В какой-то степени «Проза» — это проза. Во-первых, как мы уже упомянули, исходя из элиотовского постулата, который к данному тексту также относится6. Во-вторых, потому что, по большому счету, это роман (или, вернее, повесть) в стихах, не в меньшей степени прозаический или поэтический, чем «Евгений Онегин». В-третьих, потому, что автор усилием личной воли сообщил (в том числе и через заглавие) этому тексту ряд угадываемых прозаических свойств. Однако, как ни посмотри, это все же поэзия, да и приемы обработки прозаических свойств как нельзя поэтичны:
Голосом чистопородной суки —
ноты незакатные, грудные —
говорит: «Ну что, мои родные,
принимайте их под белы руки!»
И плывет, как медленная кошка
или мяч поверх высокой сетки:
мимо печки — около окошка —
и — рывком — приемник из розетки.
Так что же нам делать в результате с «Прозой»? Подсказка кроется в страхе, или «формальном страхе», сопровождающим эту вещь. Формальный страх римлян — это страх меланхолический, созерцательный, не обремененный ужасом, но осознающий себя как безусловное и неискоренимое свойство реальности. Именно этот страх, заставляющий «не-бояться», мы обнаруживаем в «Прозе»:
И тогда-то с ним невидимая сила
как с любимым женихом заговорила,
и гудела, и нудила, и корила —
дескать, я ли тебя, гада, не поила,
не давала на просторах сеновала,
а тебе оно все плохо или мало,
а тебе мое ничто мое не мило…
Нельзя не заметить, что некоторые отрывки больше принадлежат поэзии, тогда как некоторые — прозе. В сущности, на этом постоянном взаимодействии, столкновении и диалоге и основана вся «Проза».

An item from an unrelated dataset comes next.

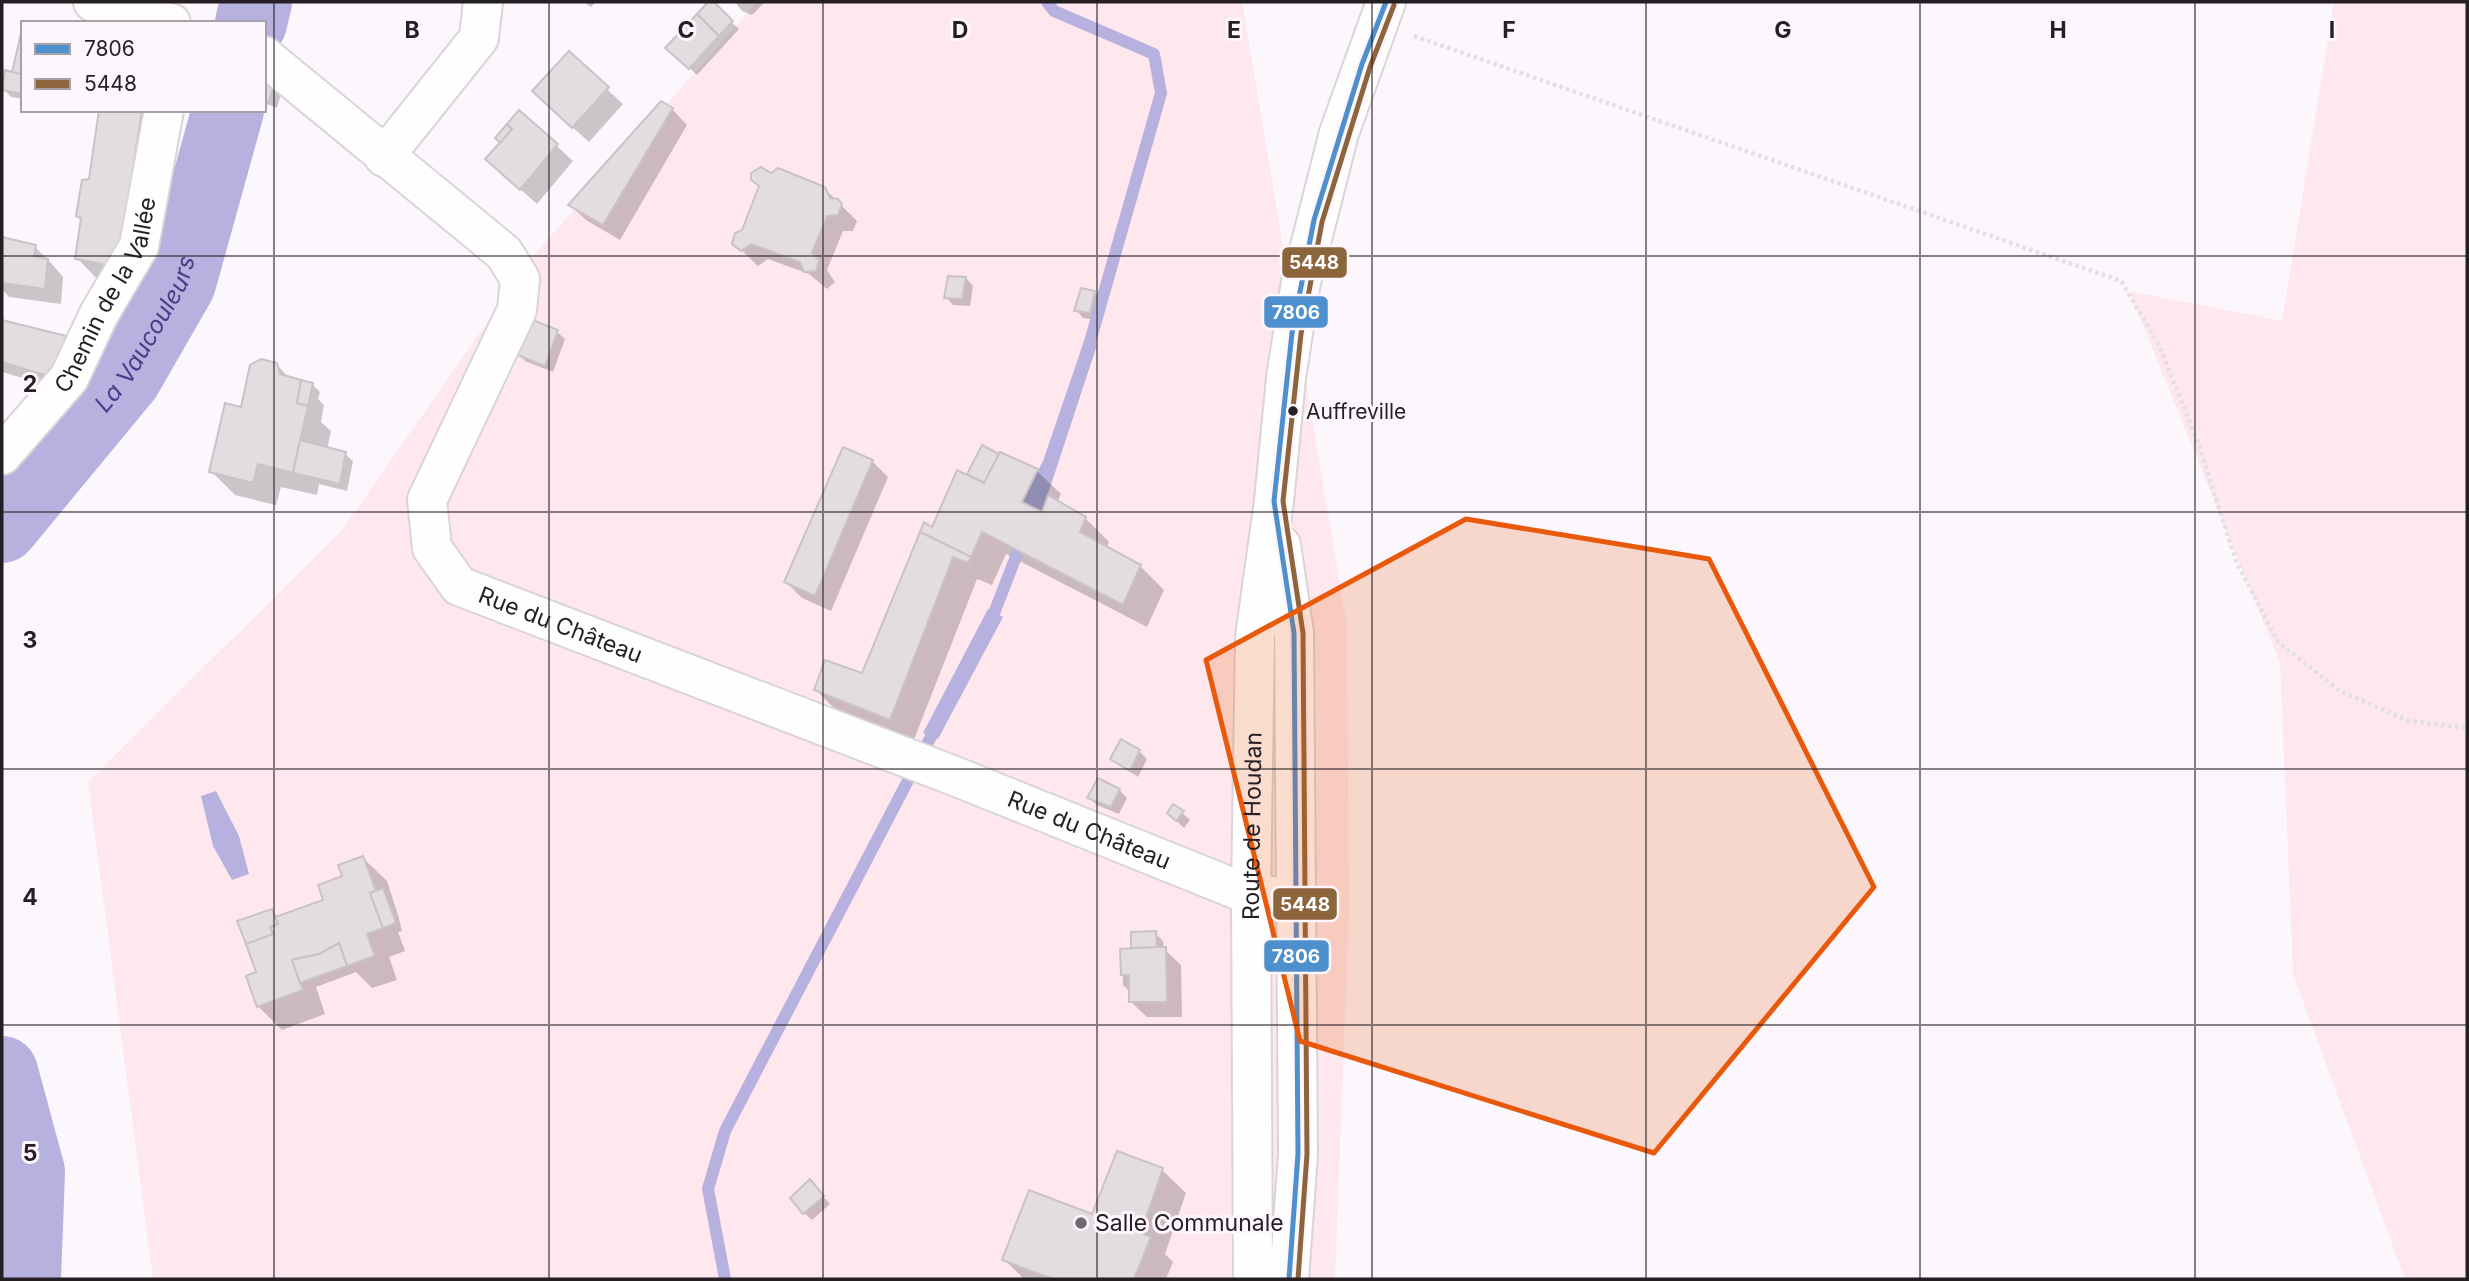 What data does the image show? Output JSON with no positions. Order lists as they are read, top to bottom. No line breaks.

Очевидно, что наиболее близким из всех существующих жанров для этого текста оказывается латинская сатура. Сатура, соединяющая разнообразные по форме и содержанию стихотворные и прозаические произведения. Григорий Дашевский по другому поводу пишет в рецензии на книгу «Счастье«: «В балладах поэтическая «южность» мучилась, сходила с ума, погибала в обстоятельствах «Севера» — здесь она отрешается от этих обстоятельств, заливает все солнечным светом, который — как и свобода от оскомины — целиком принадлежит самой перспективе, а не попавшему в нее миру. Спрятанная в балладах предпосылка — «мы не настоящие местные жители, не знаем своего мира» — в одах предстает в виде счастливой, восторженной невинности». Киньяр пишет, что столкновение двух великих цивилизаций приводит к колоссальному потрясению; в сущности, именно столкновение греческой и римской культур породило культуру Европы. Последствия этого столкновения — жизнерадостного эроса и меланхоличного победителя — дают о себе знать до сих пор. Текст сатуры Степановой, насыщенный поэзией и прозой в равной степени, обнаруживает все тот же диалог-столкновение «жизнерадостности» (красок и оптики, поэзии) и «побеждающего меланхолического страха» (сюжета прозы). Конфликт, заложенный на самых глубоких уровнях текста, заключается в невозможности осознания, кто из участников диалога первичен и принадлежит этому месту7 (этому миру), при необходимости подобного выбора. Кто-то — поэзия или проза — должен быть здесь аутентичен, должен быть «местным жителем», но кто — вопрос нерешаемый, хоть и нериторический.
В таком случае, поэзия и проза — вот главные персонажи этой истории. Если вы хотите услышать голос самой Степановой, вы найдете его только в характерах, которые она создала, так как все они имеют общую черту: их могла создать только Степанова. Каждый говорит своим голосом, но ни один другой поэт не нашел бы таких слов для своего персонажа. А значит, придется Элиоту все-таки поверить, мир поэта-драматурга — это мир, в котором создатель присутствует повсюду, но всегда скрыт от глаз.